[Working data]
━━━━━━━━━━━━━━━━
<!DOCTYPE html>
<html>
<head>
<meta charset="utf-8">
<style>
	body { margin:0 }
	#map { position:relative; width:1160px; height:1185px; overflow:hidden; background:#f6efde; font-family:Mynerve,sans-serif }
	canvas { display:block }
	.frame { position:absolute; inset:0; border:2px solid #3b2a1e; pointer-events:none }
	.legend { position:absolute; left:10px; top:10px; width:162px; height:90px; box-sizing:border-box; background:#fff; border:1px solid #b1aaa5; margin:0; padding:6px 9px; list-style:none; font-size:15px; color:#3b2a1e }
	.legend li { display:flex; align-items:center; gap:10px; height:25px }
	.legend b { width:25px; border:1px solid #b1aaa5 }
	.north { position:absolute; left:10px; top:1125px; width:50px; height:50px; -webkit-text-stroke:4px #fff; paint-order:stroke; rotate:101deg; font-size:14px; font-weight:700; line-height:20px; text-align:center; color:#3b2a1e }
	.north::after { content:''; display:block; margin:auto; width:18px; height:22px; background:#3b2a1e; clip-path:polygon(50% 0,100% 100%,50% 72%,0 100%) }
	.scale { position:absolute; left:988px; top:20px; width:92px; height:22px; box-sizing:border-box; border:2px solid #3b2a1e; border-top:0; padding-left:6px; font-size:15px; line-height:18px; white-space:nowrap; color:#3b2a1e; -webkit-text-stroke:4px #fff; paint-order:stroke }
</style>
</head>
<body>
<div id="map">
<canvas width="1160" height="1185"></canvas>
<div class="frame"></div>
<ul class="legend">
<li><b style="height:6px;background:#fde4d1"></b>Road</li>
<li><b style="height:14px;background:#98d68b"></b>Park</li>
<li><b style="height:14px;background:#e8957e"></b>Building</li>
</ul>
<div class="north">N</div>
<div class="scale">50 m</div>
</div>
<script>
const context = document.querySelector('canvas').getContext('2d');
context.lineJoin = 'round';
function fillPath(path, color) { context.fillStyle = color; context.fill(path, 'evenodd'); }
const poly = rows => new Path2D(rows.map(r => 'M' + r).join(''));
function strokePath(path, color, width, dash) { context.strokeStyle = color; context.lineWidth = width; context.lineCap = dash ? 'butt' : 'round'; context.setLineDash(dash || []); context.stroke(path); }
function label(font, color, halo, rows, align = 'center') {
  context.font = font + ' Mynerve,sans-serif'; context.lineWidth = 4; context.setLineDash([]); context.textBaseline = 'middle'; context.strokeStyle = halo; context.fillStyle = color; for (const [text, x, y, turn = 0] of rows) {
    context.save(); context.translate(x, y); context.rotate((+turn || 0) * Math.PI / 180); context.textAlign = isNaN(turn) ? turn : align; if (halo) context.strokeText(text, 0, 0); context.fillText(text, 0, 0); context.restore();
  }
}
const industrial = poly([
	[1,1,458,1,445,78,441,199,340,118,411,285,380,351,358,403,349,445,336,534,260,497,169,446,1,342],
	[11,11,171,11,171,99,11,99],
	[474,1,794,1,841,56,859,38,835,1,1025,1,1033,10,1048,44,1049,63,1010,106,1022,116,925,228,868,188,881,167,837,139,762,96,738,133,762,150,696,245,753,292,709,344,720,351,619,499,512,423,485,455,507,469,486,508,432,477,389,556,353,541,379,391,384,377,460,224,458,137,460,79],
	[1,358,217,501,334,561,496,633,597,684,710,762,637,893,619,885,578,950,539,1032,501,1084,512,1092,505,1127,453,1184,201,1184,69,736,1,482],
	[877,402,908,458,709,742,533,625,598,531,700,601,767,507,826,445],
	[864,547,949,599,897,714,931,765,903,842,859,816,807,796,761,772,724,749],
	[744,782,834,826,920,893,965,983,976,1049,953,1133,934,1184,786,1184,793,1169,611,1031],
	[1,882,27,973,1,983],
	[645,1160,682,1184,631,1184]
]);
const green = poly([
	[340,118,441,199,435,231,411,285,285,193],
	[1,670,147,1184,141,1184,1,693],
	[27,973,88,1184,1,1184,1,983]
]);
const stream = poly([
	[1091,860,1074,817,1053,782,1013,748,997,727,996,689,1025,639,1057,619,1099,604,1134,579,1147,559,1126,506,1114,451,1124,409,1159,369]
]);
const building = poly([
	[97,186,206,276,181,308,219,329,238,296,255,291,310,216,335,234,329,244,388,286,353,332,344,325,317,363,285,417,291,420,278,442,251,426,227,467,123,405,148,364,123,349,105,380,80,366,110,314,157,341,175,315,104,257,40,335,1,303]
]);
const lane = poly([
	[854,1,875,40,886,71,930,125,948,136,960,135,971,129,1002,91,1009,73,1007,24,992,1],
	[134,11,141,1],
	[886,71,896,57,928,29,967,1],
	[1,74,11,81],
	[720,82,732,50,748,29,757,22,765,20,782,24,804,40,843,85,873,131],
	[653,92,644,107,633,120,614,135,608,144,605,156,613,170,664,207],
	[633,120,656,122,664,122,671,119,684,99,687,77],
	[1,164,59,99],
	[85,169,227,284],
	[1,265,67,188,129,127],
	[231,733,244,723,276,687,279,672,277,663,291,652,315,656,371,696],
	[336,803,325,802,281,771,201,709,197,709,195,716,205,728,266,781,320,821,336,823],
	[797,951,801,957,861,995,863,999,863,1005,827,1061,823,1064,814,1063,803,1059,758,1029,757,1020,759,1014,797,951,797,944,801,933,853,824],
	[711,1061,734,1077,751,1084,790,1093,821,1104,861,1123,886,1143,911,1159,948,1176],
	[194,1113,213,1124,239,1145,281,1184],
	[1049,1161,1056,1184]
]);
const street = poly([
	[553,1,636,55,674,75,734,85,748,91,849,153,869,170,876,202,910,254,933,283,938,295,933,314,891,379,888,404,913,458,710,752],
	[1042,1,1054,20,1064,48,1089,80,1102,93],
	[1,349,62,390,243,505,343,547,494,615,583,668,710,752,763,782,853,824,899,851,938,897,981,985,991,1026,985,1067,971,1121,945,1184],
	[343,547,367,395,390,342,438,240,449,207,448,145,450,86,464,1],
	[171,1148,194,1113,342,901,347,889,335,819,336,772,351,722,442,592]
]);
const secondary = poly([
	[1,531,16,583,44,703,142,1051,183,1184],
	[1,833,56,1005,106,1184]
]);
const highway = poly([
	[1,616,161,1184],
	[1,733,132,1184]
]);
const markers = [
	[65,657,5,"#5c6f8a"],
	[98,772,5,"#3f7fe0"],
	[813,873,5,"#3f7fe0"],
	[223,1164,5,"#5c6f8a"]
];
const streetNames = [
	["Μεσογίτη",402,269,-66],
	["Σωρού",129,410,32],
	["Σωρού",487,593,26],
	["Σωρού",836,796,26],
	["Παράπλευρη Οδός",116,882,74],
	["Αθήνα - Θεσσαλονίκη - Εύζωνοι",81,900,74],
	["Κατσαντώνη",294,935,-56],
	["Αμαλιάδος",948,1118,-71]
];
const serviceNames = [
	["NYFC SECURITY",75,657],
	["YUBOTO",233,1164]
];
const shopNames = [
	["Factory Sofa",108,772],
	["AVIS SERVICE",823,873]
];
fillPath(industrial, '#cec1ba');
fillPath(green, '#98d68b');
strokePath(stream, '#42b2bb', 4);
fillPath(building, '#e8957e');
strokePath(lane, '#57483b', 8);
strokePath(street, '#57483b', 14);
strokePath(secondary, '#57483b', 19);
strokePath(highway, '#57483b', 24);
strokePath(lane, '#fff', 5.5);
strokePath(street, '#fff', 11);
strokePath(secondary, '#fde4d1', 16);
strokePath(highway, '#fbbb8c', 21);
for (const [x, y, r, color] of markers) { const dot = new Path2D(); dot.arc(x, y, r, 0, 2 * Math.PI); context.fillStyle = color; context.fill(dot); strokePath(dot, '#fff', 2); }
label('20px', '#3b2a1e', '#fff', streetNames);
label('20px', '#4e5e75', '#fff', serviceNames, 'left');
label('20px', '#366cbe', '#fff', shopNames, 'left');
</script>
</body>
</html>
━━━━━━━━━━━━━━━━
[Exercise requirements] Where does the string "canvas" appear in the records? Copy every line that holds it.

[Solution to the exercise]
	canvas { display:block }
<canvas width="1160" height="1185"></canvas>
const context = document.querySelector('canvas').getContext('2d');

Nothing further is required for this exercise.